Chapter 9 - Evolutionary Path Making and Natural Drift
Neo-Darwinism remains the dominant mode of thought in evolutionary biology, characterized by notions of natural selection shaping development of species through selection. The idea of fitness in the evolutionary sense is usually expressed in terms of abundance (the number of offspring, or rate of growth of a population), or persistence (probability of extinction).

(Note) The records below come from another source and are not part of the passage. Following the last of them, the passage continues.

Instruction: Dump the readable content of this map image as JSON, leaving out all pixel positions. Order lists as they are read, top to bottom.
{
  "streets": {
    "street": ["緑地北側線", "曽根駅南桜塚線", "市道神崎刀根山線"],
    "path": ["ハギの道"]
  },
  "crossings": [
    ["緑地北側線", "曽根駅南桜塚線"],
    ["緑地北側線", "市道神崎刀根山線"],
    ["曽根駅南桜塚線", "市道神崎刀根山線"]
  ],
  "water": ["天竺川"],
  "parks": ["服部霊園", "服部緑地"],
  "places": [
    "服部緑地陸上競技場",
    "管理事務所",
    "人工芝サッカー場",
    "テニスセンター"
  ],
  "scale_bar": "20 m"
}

There are several points of contention with this model, namely: Pleiotropy (genes are interdependent, making it difficult to discuss adaptation of individual traits); punctuated equilibria (drastic discontinuity and global rearrangement in the development of species); the importance of development (morphogenesis) of individual organisms; the fact that many groups remain genetically static for long periods of time (despite changing environments); and the many candidates for what the unit of genetic selection should be.
"The central issue remains whether evolutionary processes can be understood by the representations idea that there is a correspondence between and environment provided by the optimizing constraints of survival and reproduction"(pg.193-194)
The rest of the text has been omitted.